**Your objective:** Search the entries for the word "Bethel" and copy each line that has it.

Top of Dataset excerpts

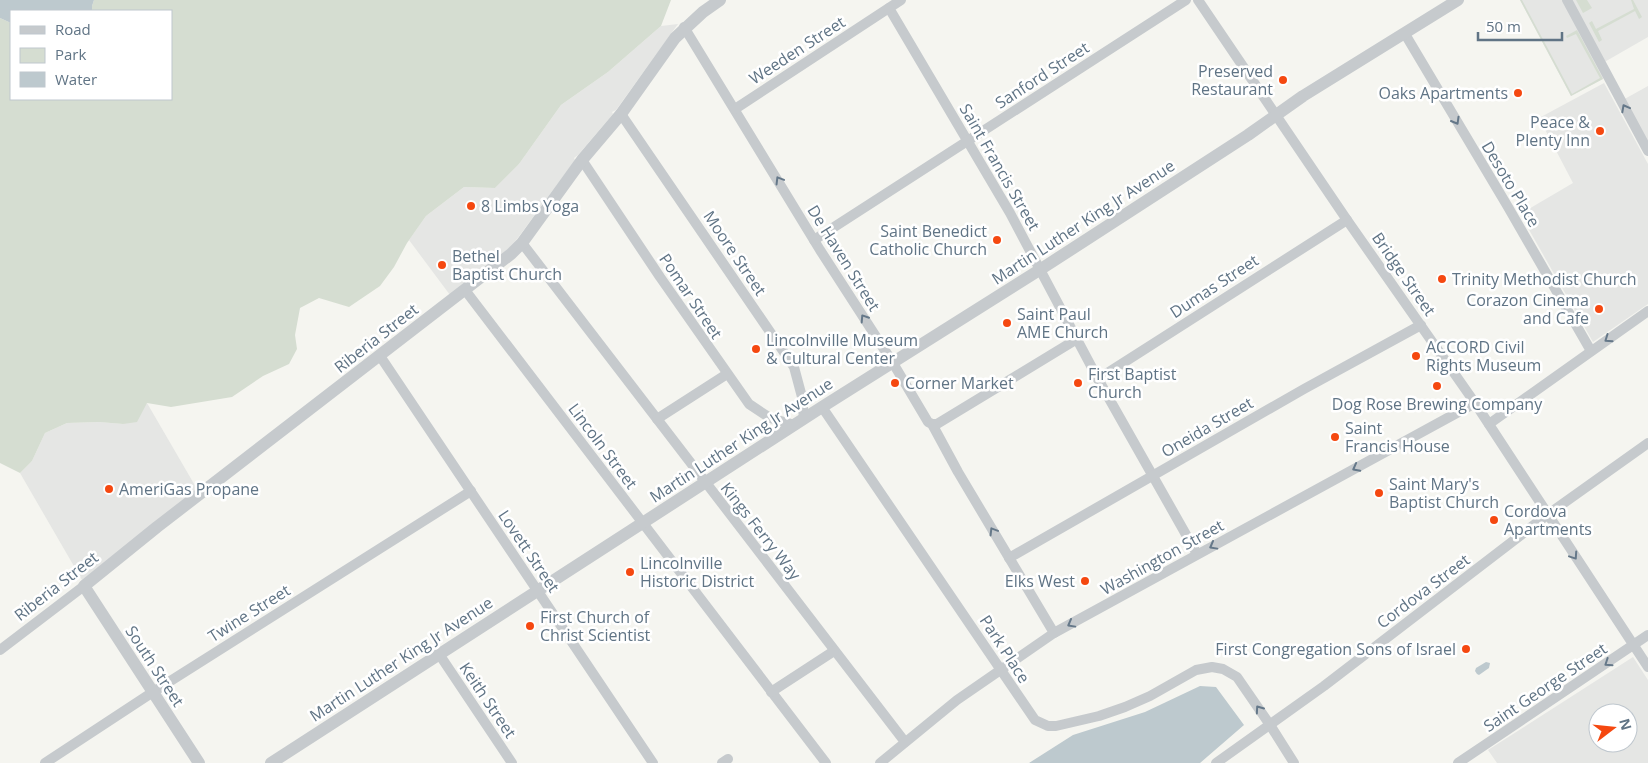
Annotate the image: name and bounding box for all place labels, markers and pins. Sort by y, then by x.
place label: Preserved Restaurant [1191,60,1273,100]
marker: Preserved Restaurant [1277,74,1289,86]
place label: Oaks Apartments [1379,82,1508,104]
marker: Oaks Apartments [1512,87,1524,99]
place label: Peace & Plenty Inn [1516,111,1590,151]
marker: Peace & Plenty Inn [1594,125,1606,137]
place label: 8 Limbs Yoga [481,195,579,217]
marker: 8 Limbs Yoga [465,200,477,212]
place label: Saint Benedict Catholic Church [869,220,987,260]
marker: Saint Benedict Catholic Church [991,234,1003,246]
place label: Bethel Baptist Church [452,245,562,285]
marker: Bethel Baptist Church [436,259,448,271]
place label: Trinity Methodist Church [1452,268,1637,290]
marker: Trinity Methodist Church [1436,273,1448,285]
place label: Corazon Cinema and Cafe [1466,289,1589,329]
place label: Saint Paul AME Church [1017,303,1108,343]
marker: Corazon Cinema and Cafe [1593,303,1605,315]
marker: Saint Paul AME Church [1001,317,1013,329]
place label: Lincolnville Museum & Cultural Center [766,329,918,369]
place label: ACCORD Civil Rights Museum [1426,336,1541,376]
marker: Lincolnville Museum & Cultural Center [750,343,762,355]
marker: ACCORD Civil Rights Museum [1410,350,1422,362]
place label: First Baptist Church [1088,363,1177,403]
place label: Corner Market [905,372,1014,394]
marker: Corner Market [889,377,901,389]
marker: First Baptist Church [1072,377,1084,389]
marker: Dog Rose Brewing Company [1431,380,1443,392]
place label: Dog Rose Brewing Company [1332,393,1543,415]
place label: Saint Francis House [1345,417,1450,457]
marker: Saint Francis House [1329,431,1341,443]
place label: Saint Mary's Baptist Church [1389,473,1499,513]
place label: AmeriGas Propane [119,478,259,500]
marker: AmeriGas Propane [103,483,115,495]
marker: Saint Mary's Baptist Church [1373,487,1385,499]
place label: Cordova Apartments [1504,500,1592,540]
marker: Cordova Apartments [1488,514,1500,526]
place label: Lincolnville Historic District [640,552,754,592]
marker: Lincolnville Historic District [624,566,636,578]
place label: Elks West [1005,570,1075,592]
marker: Elks West [1079,575,1091,587]
place label: First Church of Christ Scientist [540,606,651,646]
marker: First Church of Christ Scientist [524,620,536,632]
place label: First Congregation Sons of Israel [1215,638,1456,660]
marker: First Congregation Sons of Israel [1460,643,1472,655]

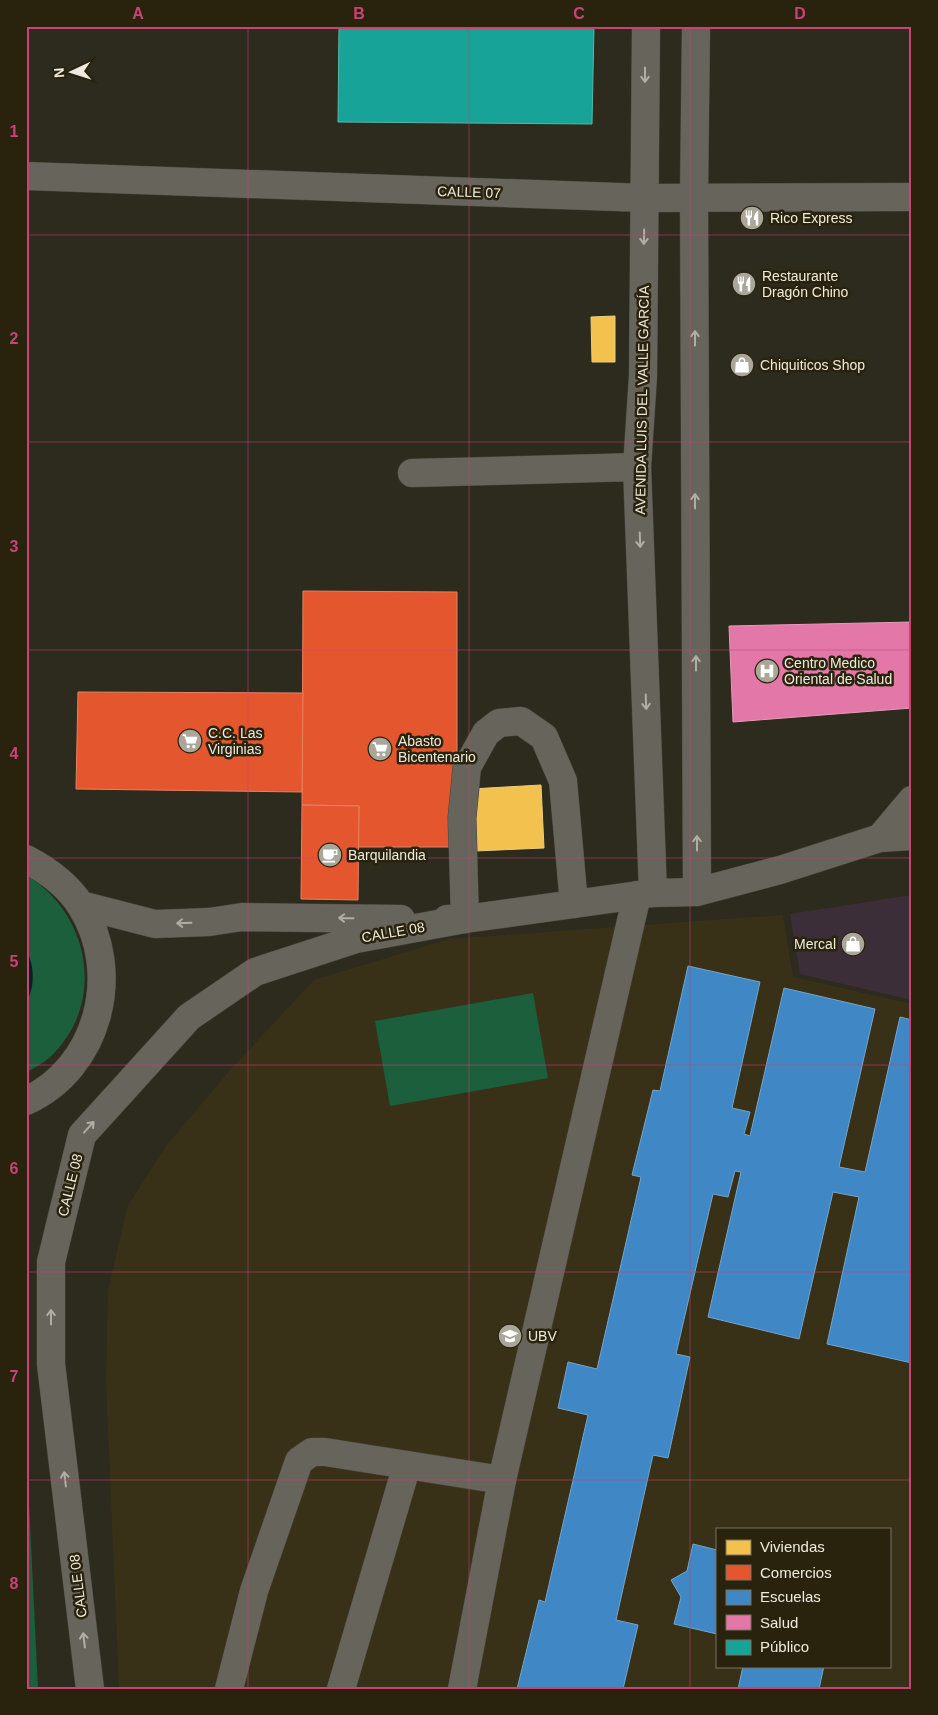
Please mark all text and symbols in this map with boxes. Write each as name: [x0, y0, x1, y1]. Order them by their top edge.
text: A: [132, 5, 144, 22]
text: B: [353, 5, 365, 22]
text: C: [573, 5, 585, 22]
text: D: [794, 5, 806, 22]
north arrow: [48, 48, 98, 98]
one-way arrow: [640, 66, 650, 83]
text: N: [51, 67, 67, 79]
text: 1: [10, 123, 19, 140]
street label: CALLE 07: [437, 183, 501, 201]
restaurant icon: Rico Express: [739, 205, 765, 231]
place label: Rico Express: [770, 210, 852, 226]
one-way arrow: [639, 229, 649, 245]
place label: Restaurante Dragón Chino: [762, 268, 849, 300]
restaurant icon: Restaurante Dragón Chino: [731, 271, 757, 297]
street label: AVENIDA LUIS DEL VALLE GARCÍA: [632, 285, 652, 515]
text: 2: [10, 330, 19, 347]
one-way arrow: [690, 330, 700, 346]
shop icon: Chiquiticos Shop: [729, 352, 755, 378]
place label: Chiquiticos Shop: [760, 357, 865, 373]
one-way arrow: [690, 493, 700, 509]
one-way arrow: [635, 532, 645, 548]
text: 3: [10, 538, 19, 555]
one-way arrow: [691, 655, 701, 672]
place label: Centro Medico Oriental de Salud: [784, 655, 892, 687]
hospital icon: Centro Medico Oriental de Salud: [754, 658, 780, 684]
one-way arrow: [641, 694, 651, 710]
place label: C.C. Las Virginias: [208, 725, 262, 757]
supermarket icon: C.C. Las Virginias: [177, 728, 203, 754]
place label: Abasto Bicentenario: [398, 733, 476, 765]
supermarket icon: Abasto Bicentenario: [367, 736, 393, 762]
text: 4: [10, 745, 19, 762]
one-way arrow: [692, 835, 702, 852]
cafe icon: Barquilandia: [317, 842, 343, 868]
place label: Barquilandia: [348, 847, 426, 863]
one-way arrow: [339, 913, 355, 923]
one-way arrow: [177, 918, 193, 928]
street label: CALLE 08: [360, 919, 426, 945]
shop icon: Mercal: [840, 931, 866, 957]
place label: Mercal: [794, 936, 836, 952]
text: 5: [10, 953, 19, 970]
one-way arrow: [84, 1120, 95, 1133]
street label: CALLE 08: [55, 1152, 86, 1218]
text: 6: [10, 1160, 19, 1177]
one-way arrow: [46, 1310, 56, 1326]
school or university icon: UBV: [497, 1323, 523, 1349]
place label: UBV: [528, 1328, 557, 1344]
text: 7: [10, 1368, 19, 1385]
one-way arrow: [60, 1471, 70, 1487]
legend: [716, 1528, 890, 1668]
text: Viviendas: [760, 1538, 825, 1555]
street label: CALLE 08: [66, 1553, 90, 1619]
text: Comercios: [760, 1564, 832, 1581]
text: 8: [10, 1575, 19, 1592]
text: Escuelas: [760, 1588, 821, 1605]
text: Salud: [760, 1614, 798, 1631]
one-way arrow: [79, 1633, 89, 1649]
text: Público: [760, 1638, 809, 1655]

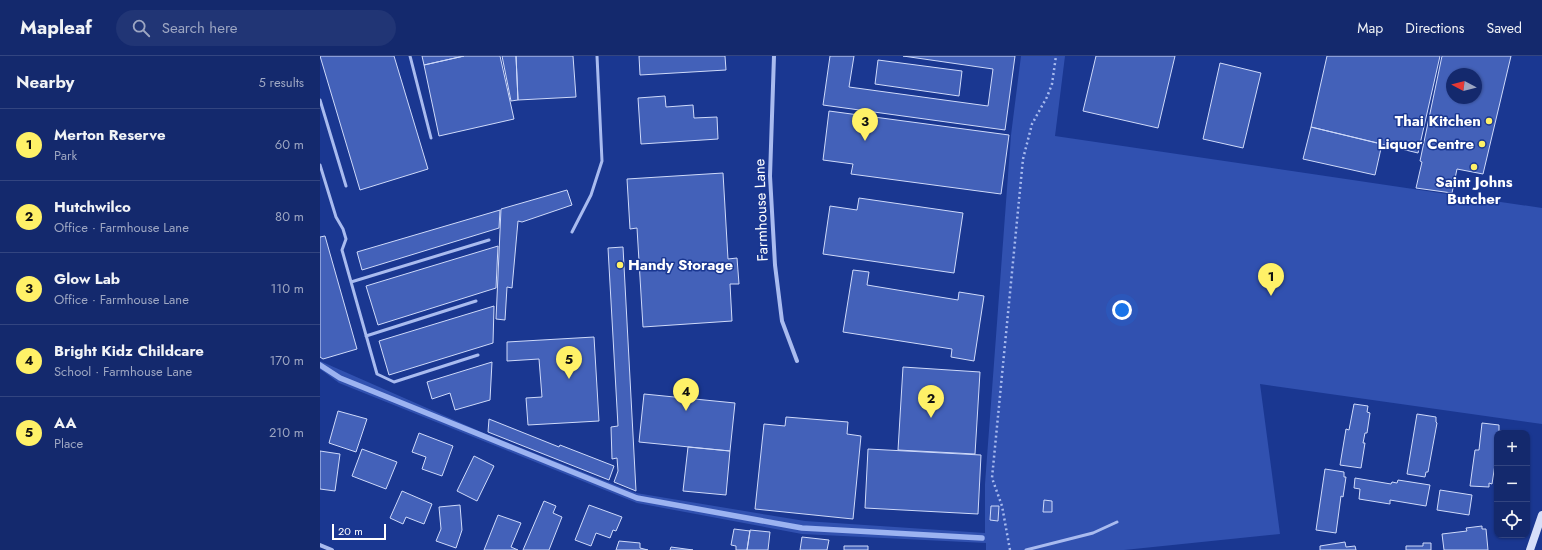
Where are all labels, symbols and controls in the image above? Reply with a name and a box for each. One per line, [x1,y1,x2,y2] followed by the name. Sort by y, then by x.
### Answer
[116,10,396,46] search box
[20,14,92,41] text: Mapleaf
[130,17,152,39] icon: search
[162,17,238,39] text: Search here
[1357,18,1383,38] text: Map
[1405,18,1465,38] text: Directions
[1487,18,1522,38] text: Saved
[1446,68,1482,104] north arrow
[16,70,74,94] text: Nearby
[258,73,304,92] text: 5 results
[852,108,878,141] pin: 3
[1395,110,1481,132] place label: Thai Kitchen
[1484,116,1494,126] marker: Thai Kitchen
[54,124,166,146] text: Merton Reserve
[1378,133,1474,155] place label: Liquor Centre
[26,135,32,154] text: 1
[275,135,304,154] text: 60 m
[1477,139,1487,149] marker: Liquor Centre
[54,146,77,165] text: Park
[748,158,774,262] street label: Farmhouse Lane
[1469,162,1479,172] marker: Saint Johns Butcher
[1435,171,1513,210] place label: Saint Johns Butcher
[54,196,131,218] text: Hutchwilco
[25,207,33,226] text: 2
[275,207,304,226] text: 80 m
[54,218,189,237] text: Office · Farmhouse Lane
[628,254,733,276] place label: Handy Storage
[615,260,625,270] marker: Handy Storage
[1258,263,1284,296] pin: 1
[54,268,120,290] text: Glow Lab
[25,279,33,298] text: 3
[270,279,304,298] text: 110 m
[54,290,189,309] text: Office · Farmhouse Lane
[1112,300,1132,320] your location
[54,340,204,362] text: Bright Kidz Childcare
[556,346,582,379] pin: 5
[24,351,34,370] text: 4
[269,351,304,370] text: 170 m
[54,362,192,381] text: School · Farmhouse Lane
[673,378,699,411] pin: 4
[918,385,944,418] pin: 2
[54,412,77,434] text: AA
[25,423,33,442] text: 5
[269,423,304,442] text: 210 m
[1494,430,1530,538] map controls
[1494,430,1530,466] button: +
[54,434,83,453] text: Place
[1494,466,1530,502] button: −
[1494,502,1530,538] button: locate
[332,522,386,541] scale bar
[338,523,363,539] text: 20 m

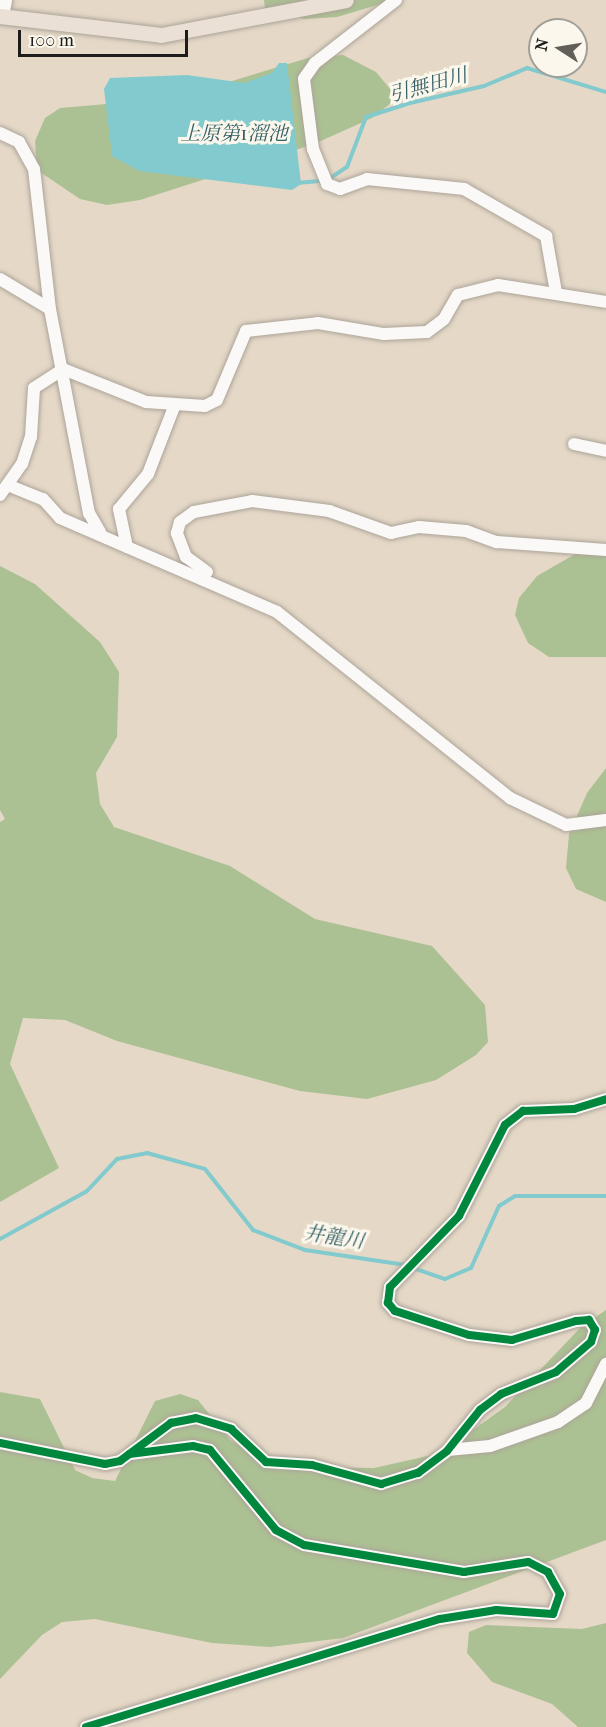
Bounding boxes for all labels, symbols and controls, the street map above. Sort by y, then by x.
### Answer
scale bar [21,18,190,56]
north arrow [528,18,588,78]
text: 100 m [29,30,74,51]
text: N [531,37,552,52]
water label: 引無田川 [386,63,470,107]
water label: 上原第1溜池 [180,121,288,145]
water label: 井龍川 [302,1220,366,1254]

Bottom of Dataset excerpts

**Solution to the exercise:**
place label: Bethel Baptist Church [452,245,562,285]
marker: Bethel Baptist Church [436,259,448,271]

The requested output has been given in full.